** What you should do **
Copy each line of the listing below where the word "strong" turns up.

** Data to examine **
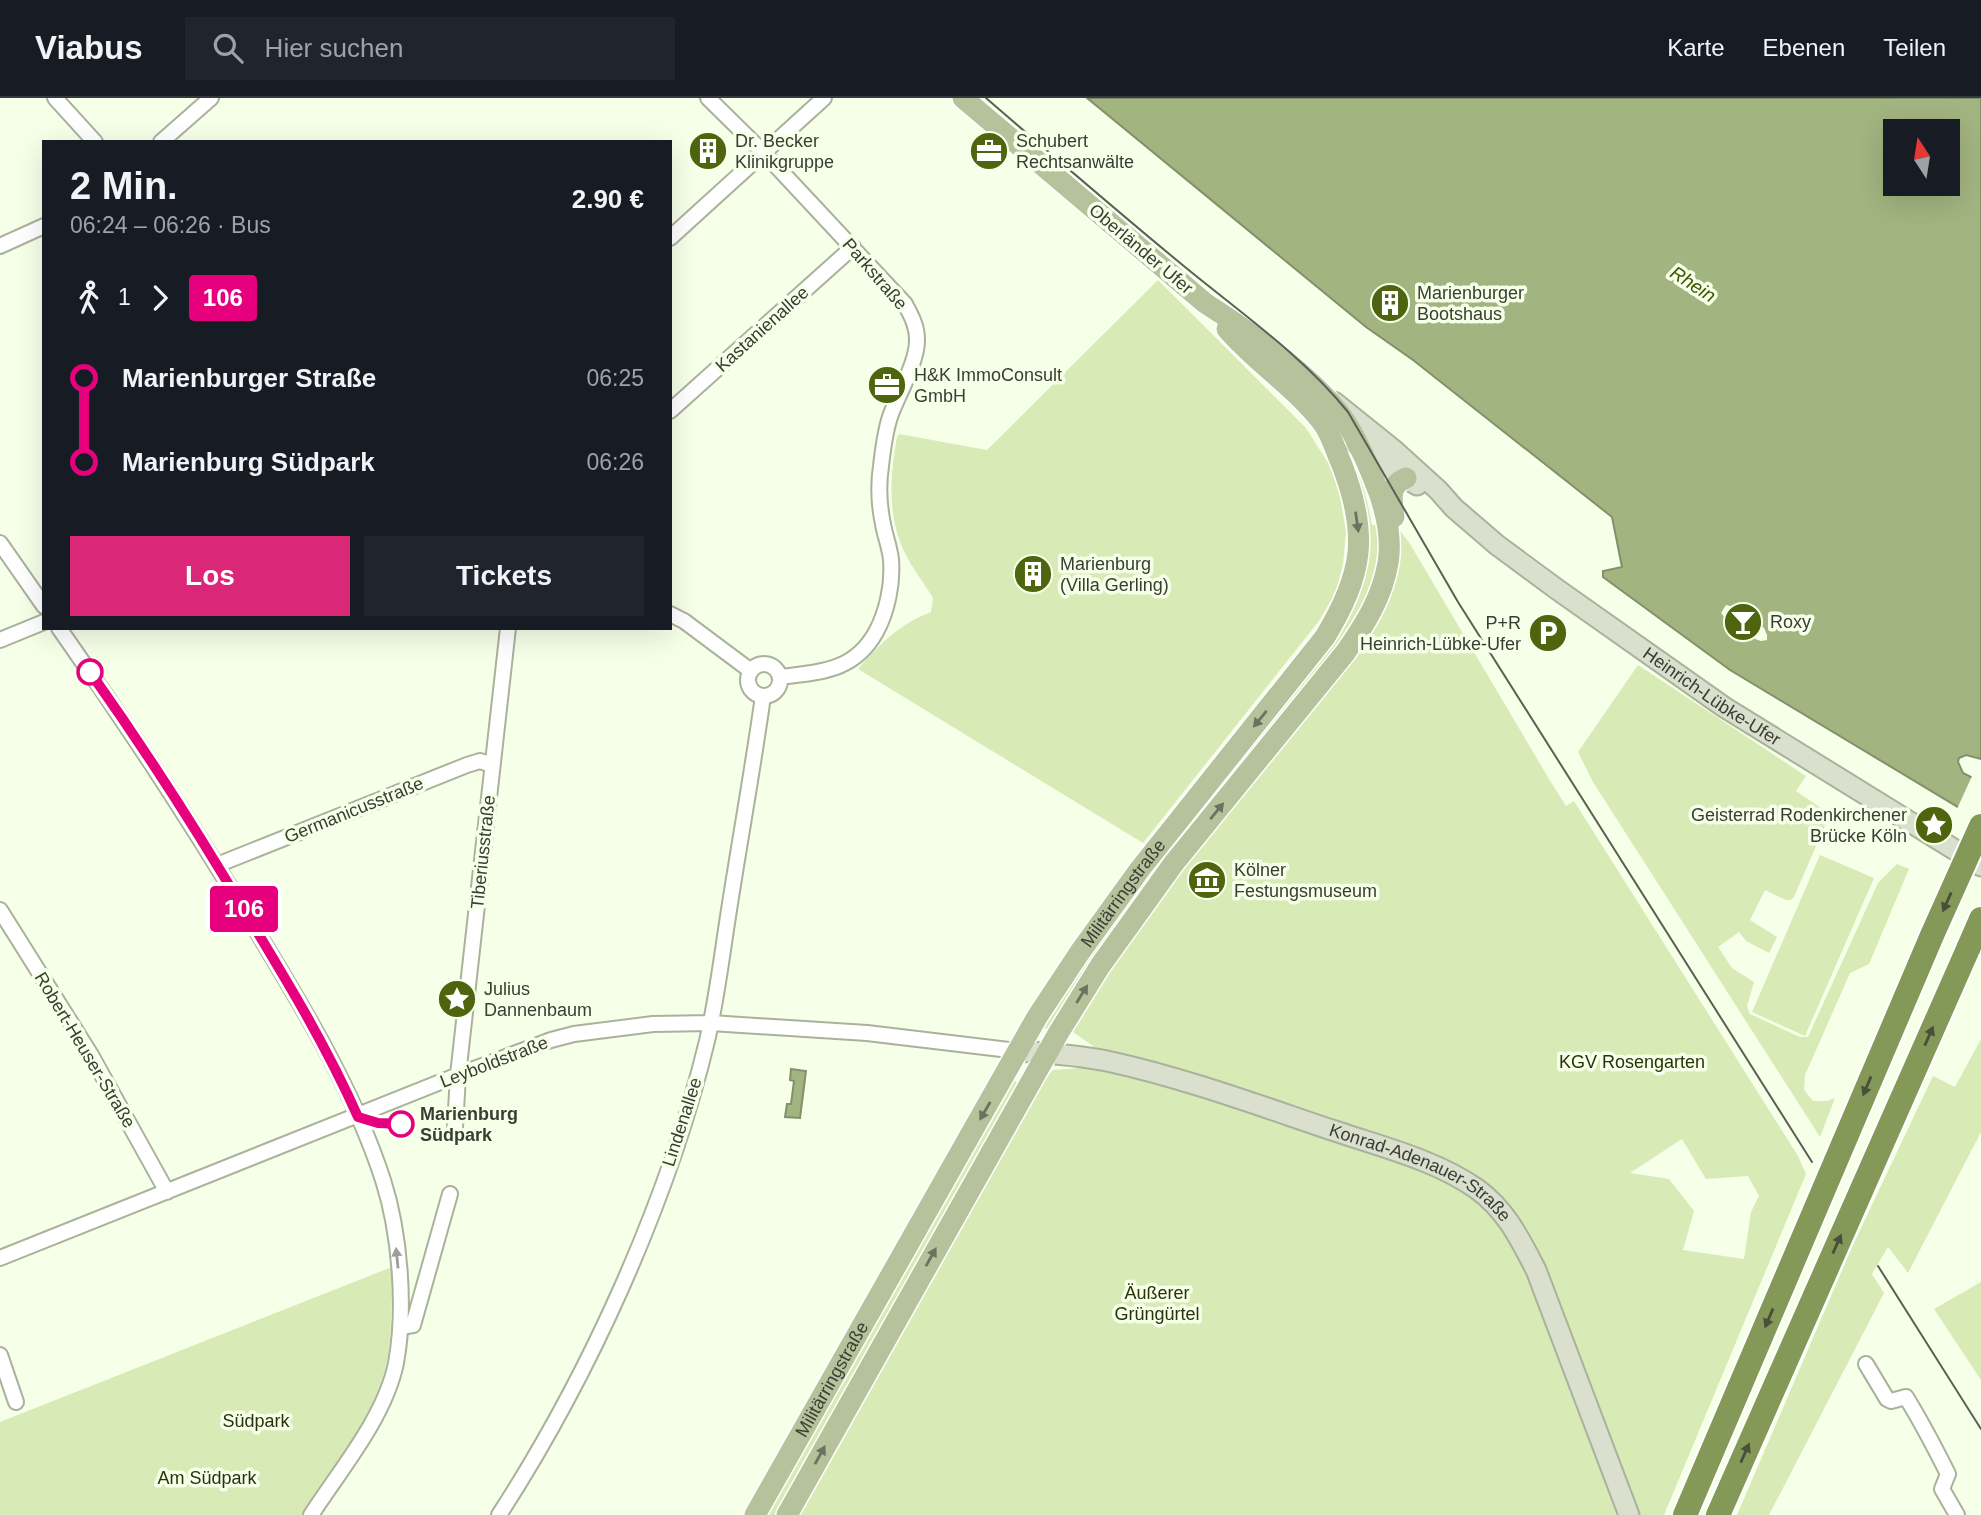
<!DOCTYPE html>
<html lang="de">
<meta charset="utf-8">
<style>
body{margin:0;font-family:Arial,sans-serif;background:#20242c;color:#f1f3f6;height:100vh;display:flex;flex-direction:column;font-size:26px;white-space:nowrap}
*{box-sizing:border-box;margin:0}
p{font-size:23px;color:#9ea1a6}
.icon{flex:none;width:38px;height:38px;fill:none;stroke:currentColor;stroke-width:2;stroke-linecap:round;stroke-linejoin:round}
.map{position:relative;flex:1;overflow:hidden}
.panel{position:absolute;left:42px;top:42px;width:630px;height:490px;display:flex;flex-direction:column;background:#171b24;border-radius:0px;box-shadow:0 7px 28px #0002}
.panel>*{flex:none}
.badge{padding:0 14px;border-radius:5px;font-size:24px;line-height:46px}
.needle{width:46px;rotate:348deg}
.tools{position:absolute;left:1883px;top:21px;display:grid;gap:14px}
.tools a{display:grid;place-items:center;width:77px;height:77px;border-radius:0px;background:#171b24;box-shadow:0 7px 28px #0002;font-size:35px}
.map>.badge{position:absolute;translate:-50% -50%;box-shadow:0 0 0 4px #fff}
.legs{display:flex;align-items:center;gap:10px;height:77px;padding:0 28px;font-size:23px}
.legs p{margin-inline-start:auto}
.head{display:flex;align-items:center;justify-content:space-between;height:119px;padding:0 28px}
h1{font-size:38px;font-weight:800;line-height:52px}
.primary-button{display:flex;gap:14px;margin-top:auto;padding:14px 28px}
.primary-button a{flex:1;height:80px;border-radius:0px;background:#db2777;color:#fff;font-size:28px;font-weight:800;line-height:80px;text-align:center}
.primary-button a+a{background:#20242c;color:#f1f3f6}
ul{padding:0 28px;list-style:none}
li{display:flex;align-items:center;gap:24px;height:84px;font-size:26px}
li i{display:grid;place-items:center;width:10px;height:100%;margin:0 9px;background:currentColor}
li i::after{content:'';width:18px;height:18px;margin:-9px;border:5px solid;border-radius:50%;background:#171b24}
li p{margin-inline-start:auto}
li:first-child i{background:linear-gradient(#0000 50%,currentColor 0)}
li:last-child i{background:linear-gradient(currentColor 50%,#0000 0)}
header{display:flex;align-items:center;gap:42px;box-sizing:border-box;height:98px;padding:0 35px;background:#171b24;border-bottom:2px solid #363941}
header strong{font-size:33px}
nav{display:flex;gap:38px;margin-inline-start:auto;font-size:24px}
.search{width:490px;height:63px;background:#20242c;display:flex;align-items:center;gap:18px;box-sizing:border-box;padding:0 24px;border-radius:0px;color:#9ea1a6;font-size:26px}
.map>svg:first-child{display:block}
</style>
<header>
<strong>Viabus</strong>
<div class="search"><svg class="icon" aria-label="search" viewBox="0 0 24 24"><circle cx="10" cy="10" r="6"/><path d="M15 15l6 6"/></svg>Hier suchen</div>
<nav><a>Karte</a><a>Ebenen</a><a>Teilen</a></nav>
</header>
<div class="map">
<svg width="1981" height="1417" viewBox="0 0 1981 1417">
<rect width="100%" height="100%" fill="#f6ffe8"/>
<path fill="#d8eab5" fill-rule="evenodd" d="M1158 182 1306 330 1330 368 1340 398 1346 434 1343 466 1336 494 1319 523 1143 745 858 571C881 545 898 527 931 514L933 500C924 485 912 470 904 453 887 416 890 378 897 339L899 336 987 352Z
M1347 360H1351C1362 381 1368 403 1372 427H1377C1380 462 1373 489 1358 521L1052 930 1039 931 1085 859 1343 529 1356 504 1365 472Z
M1399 431 1410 446 1552 686 1566 708 1574 703 1798 1058 1806 1076 1664 1417H797L1034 994 1053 972 1080 970 1093 948 1073 934 1078 917 1207 738 1306 614 1398 451ZM1682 1041 1706 1081 1748 1078 1759 1098 1751 1114 1744 1161 1683 1152 1694 1113 1669 1081 1630 1075Z
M1638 567 1806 678 1796 693 1830 716 1794 799 1791 802H1786L1765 792 1750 822 1777 839 1769 855 1746 843 1739 834 1718 849 1732 870 1754 884 1747 908 1750 916 1800 939H1808L1878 785 1897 766 1909 771 1869 866 1850 875 1805 977 1804 992 1813 1003H1827L1835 1000 1820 1039 1593 684 1578 654Z
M1820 757 1874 780 1805 938 1752 914Z
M1981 941V1034L1908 1175 1888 1149 1872 1176 1884 1195 1769 1417H1737L1853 1147 1933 978 1955 989Z
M1010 980 1020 986 778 1417H763Z
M392 1169C391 1201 393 1241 385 1272 370 1325 335 1374 302 1417H0V1324Z
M1981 1184V1282L1934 1211Z"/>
<path fill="#a2b480" stroke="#839069" stroke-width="2" fill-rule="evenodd" d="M1087 0H1981V661L1966 657 1959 660 1958 664 1963 675 1981 684V723L1730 572 1603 479V473L1622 469 1612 419 1413 262 1366 229ZM1895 33H1948V86H1895Z
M791 971 806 973 800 1020 785 1019 787 1006H791L794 983 790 982Z"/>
<path fill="#f6ffe8" d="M1726 507 1734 509 1764 530 1767 537V542L1761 543 1755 541 1725 520 1721 515Z
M1973 676 1981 680V726L1956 713Z"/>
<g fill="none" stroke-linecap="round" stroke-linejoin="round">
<g stroke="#aab19c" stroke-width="18">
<path id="street" d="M55 0 95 44
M708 0 764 55 905 206C911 217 917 228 917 241 918 262 899 295 891 316 885 332 883 351 881 368 878 388 879 407 883 426 885 438 890 450 891 462 893 486 887 514 876 534 854 574 819 574 780 579
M161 44 211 0
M670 140 824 0
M0 148 44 128
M670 313 853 149
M0 445 44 508
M670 516 684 523 751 573
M59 530C129 629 194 729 256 832 304 911 354 993 383 1082 400 1135 406 1210 396 1265 385 1319 341 1371 311 1417
M0 542 44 524
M748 582a16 16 0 1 1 32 0a16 16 0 1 1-32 0Z
M217 767 467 667 480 663 492 667
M0 812 91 957 167 1094
M455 1030 458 977 508 530
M0 1160 458 977 551 942 574 936 653 926 711 925 867 935 1018 953
M401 1229 413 1227 450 1096
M0 1257 16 1304
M1866 1266 1887 1301 1891 1303 1906 1299C1922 1325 1935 1350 1948 1376L1942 1391 1957 1417
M499 1417C589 1278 668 1104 707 943 717 900 722 856 729 812 740 741 753 670 763 598"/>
</g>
<g stroke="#aab19c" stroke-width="23">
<g id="secondary">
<path id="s1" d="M1334 304 1395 353 1438 392 1454 410 1497 447 1558 492 1724 609 1981 768"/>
<path d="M1355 347 1417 387"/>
<path id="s2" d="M1018 953C1047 955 1078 957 1107 963 1185 980 1260 1008 1335 1033 1382 1049 1436 1062 1477 1091 1506 1112 1520 1141 1536 1172L1629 1417"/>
</g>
</g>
<g stroke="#fff" stroke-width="24">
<g id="primary">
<path d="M1394 419C1392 402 1388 387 1406 380"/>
<path id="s3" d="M755 1417 1037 919 1080 854 1140 771 1325 539C1363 476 1369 437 1342 367 1336 354 1331 335 1322 324 1294 288 1256 265 1227 231"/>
<path d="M787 1417 1059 934 1100 868 1174 765 1345 555C1365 526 1382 500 1388 465 1392 441 1386 414 1378 392 1370 371 1360 348 1349 329 1322 285 1249 233 1205 205L963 0"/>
</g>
</g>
<g stroke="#fff" stroke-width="28">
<path id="highway" d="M1968 851 1981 821
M1685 1417 1740 1288"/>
</g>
<use href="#street" stroke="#fff" stroke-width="14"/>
<use href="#secondary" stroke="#dae0cd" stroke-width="19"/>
<use href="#primary" stroke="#b5c29b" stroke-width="21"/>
<use href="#highway" stroke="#849958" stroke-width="24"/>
<path stroke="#5b5f54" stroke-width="2" d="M986 0C1052 57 1118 114 1185 169 1241 215 1303 258 1348 314L1458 504 1812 1064
M1878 1168 1981 1331"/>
<g stroke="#fff" stroke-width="28" stroke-linecap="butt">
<path id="highway-bridge" d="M1740 1288 1933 835 1981 728
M1718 1417 1968 851"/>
</g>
<use href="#highway-bridge" stroke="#849958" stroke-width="24"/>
</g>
<defs><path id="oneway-solid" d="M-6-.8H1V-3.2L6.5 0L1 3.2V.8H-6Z" transform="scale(1.75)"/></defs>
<g fill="#6b725d">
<use href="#oneway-solid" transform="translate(1357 424) rotate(82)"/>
<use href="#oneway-solid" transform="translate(1260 621) rotate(129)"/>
<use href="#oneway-solid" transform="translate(1217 713) rotate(-51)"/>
<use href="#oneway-solid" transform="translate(1082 896) rotate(-58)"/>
<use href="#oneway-solid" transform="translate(985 1013) rotate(120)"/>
<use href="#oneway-solid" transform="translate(931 1159) rotate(-61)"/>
<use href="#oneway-solid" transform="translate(820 1357) rotate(-61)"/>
</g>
<g fill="#494f3b">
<use href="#oneway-solid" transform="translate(1947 804) rotate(114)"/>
<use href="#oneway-solid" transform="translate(1929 938) rotate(-66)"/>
<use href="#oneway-solid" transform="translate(1867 988) rotate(113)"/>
<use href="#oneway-solid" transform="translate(1837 1146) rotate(-66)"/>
<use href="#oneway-solid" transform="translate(1769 1220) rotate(113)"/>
<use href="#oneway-solid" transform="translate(1745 1355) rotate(-66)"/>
</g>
<use fill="#9c9e9a" href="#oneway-solid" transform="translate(397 1160) rotate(-96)"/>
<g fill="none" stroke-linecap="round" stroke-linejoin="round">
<g stroke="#fff" stroke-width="16">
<path id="line-1" d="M90 574C146 653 198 734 247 817 287 883 327 949 358 1019L378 1025 401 1026"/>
</g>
<use href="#line-1" stroke="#e6007e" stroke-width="10"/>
</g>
<defs>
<g id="building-disc" transform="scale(2.0125)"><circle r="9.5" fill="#4f640f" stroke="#f6ffe8"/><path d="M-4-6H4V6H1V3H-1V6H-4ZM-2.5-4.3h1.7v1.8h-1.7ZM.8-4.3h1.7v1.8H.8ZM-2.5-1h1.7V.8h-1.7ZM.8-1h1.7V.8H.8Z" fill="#fff"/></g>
<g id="office-disc" transform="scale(2.0125)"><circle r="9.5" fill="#4f640f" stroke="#f6ffe8"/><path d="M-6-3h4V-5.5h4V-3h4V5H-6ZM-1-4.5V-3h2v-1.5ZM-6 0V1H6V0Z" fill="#fff"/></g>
<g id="bar-disc" transform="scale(2.0125)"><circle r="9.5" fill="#4f640f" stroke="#f6ffe8"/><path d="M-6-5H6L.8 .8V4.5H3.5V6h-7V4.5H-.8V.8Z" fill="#fff"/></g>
<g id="parking-disc" transform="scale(2.0125)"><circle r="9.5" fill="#4f640f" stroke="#f6ffe8"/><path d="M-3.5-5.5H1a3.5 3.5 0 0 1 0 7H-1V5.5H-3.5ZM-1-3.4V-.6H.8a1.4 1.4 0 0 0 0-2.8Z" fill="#fff"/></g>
<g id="sight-disc" transform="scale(2.0125)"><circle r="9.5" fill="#4f640f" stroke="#f6ffe8"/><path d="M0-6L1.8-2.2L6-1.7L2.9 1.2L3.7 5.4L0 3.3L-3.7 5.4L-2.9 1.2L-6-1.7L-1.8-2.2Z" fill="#fff"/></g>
<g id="museum-disc" transform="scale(2.0125)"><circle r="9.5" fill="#4f640f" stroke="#f6ffe8"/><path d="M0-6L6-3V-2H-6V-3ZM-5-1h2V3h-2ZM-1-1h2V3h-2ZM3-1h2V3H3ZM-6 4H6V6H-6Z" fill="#fff"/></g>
</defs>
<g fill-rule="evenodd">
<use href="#building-disc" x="708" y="53"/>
<use href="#office-disc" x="989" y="53"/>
<use href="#building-disc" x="1390" y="205"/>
<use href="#office-disc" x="887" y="287"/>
<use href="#building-disc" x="1033" y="476"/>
<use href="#bar-disc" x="1743" y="524"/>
<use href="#parking-disc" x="1548" y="535"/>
<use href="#sight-disc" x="1934" y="727"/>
<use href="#museum-disc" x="1207" y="782"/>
<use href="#sight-disc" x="457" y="901"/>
</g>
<g fill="#fff" stroke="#e6007e" stroke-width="3.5">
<circle cx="90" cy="574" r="12"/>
<circle cx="401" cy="1026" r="12"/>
</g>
<g text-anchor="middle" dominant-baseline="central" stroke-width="7" stroke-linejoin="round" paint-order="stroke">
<g font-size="18" fill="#3a3d34" stroke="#f6ffe8" text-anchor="start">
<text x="735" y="43">Dr. Becker<tspan x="735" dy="21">Klinikgruppe</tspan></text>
<text x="1016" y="43">Schubert<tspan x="1016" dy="21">Rechtsanwälte</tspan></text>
<text x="1417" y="195">Marienburger<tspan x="1417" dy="21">Bootshaus</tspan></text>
<text x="914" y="277">H&amp;K ImmoConsult<tspan x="914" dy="21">GmbH</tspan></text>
<text x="1060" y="466">Marienburg<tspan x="1060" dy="21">(Villa Gerling)</tspan></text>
<text x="1770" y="524">Roxy</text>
<text x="1521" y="525" text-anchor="end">P+R<tspan x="1521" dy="21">Heinrich-Lübke-Ufer</tspan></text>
<text x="1907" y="717" text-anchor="end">Geisterrad Rodenkirchener<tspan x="1907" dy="21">Brücke Köln</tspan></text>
<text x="1234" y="772">Kölner<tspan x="1234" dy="21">Festungsmuseum</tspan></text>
<text x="484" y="891">Julius<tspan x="484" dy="21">Dannenbaum</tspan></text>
</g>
<g font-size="18" fill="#3a3d34" stroke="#f6ffe8">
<text transform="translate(1141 151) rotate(40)">Oberländer Ufer</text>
<text transform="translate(875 176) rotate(49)">Parkstraße</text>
<text transform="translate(762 231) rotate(-42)">Kastanienallee</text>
<text stroke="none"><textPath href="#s1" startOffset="480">Heinrich-Lübke-Ufer</textPath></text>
<text transform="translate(354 712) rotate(-22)">Germanicusstraße</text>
<text transform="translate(483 754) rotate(-84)">Tiberiusstraße</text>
<text stroke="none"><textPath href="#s3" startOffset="723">Militärringstraße</textPath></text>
<text transform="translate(85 952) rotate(59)">Robert-Heuser-Straße</text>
<text transform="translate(494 964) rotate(-21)">Leyboldstraße</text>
<text transform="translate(682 1024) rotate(-72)">Lindenallee</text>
<text stroke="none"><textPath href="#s2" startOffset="424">Konrad-Adenauer-Straße</textPath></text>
<text stroke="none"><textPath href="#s3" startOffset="156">Militärringstraße</textPath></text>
</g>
<g font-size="18" fill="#28330b" stroke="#f6ffe8">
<text x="1632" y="964">KGV Rosengarten</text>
<text x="1157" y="1195">Äußerer<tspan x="1157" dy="21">Grüngürtel</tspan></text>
<text x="256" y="1323">Südpark</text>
<text x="207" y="1380">Am Südpark</text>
</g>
<g font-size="18" font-weight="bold" fill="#3a3d34" stroke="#f6ffe8" text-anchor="start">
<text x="420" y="1016">Marienburg<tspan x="420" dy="21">Südpark</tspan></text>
</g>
<g font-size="19" font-style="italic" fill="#425500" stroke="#f6ffe8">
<text transform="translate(1693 186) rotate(33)">Rhein</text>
</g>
</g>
</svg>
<div class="tools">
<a><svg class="needle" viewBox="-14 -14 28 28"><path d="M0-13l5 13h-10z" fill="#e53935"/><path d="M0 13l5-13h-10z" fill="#9ea1a6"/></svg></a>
</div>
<b class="badge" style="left:244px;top:811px;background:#e6007e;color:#fff">106</b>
<section class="panel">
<div class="head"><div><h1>2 Min.</h1><p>06:24 – 06:26 · Bus</p></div><b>2.90 €</b></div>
<div class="legs"><svg class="icon" aria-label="walk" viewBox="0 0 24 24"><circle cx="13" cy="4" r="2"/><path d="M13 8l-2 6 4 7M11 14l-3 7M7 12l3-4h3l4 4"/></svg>1<svg class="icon" aria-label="forward" viewBox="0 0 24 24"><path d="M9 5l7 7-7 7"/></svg><b class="badge" style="background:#e6007e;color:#fff">106</b></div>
<ul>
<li><i style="color:#e6007e"></i><b>Marienburger Straße</b><p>06:25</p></li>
<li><i style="color:#e6007e"></i><b>Marienburg Südpark</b><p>06:26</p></li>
</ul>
<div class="primary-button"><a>Los</a><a>Tickets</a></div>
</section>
</div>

** Task response **
header strong{font-size:33px}
<strong>Viabus</strong>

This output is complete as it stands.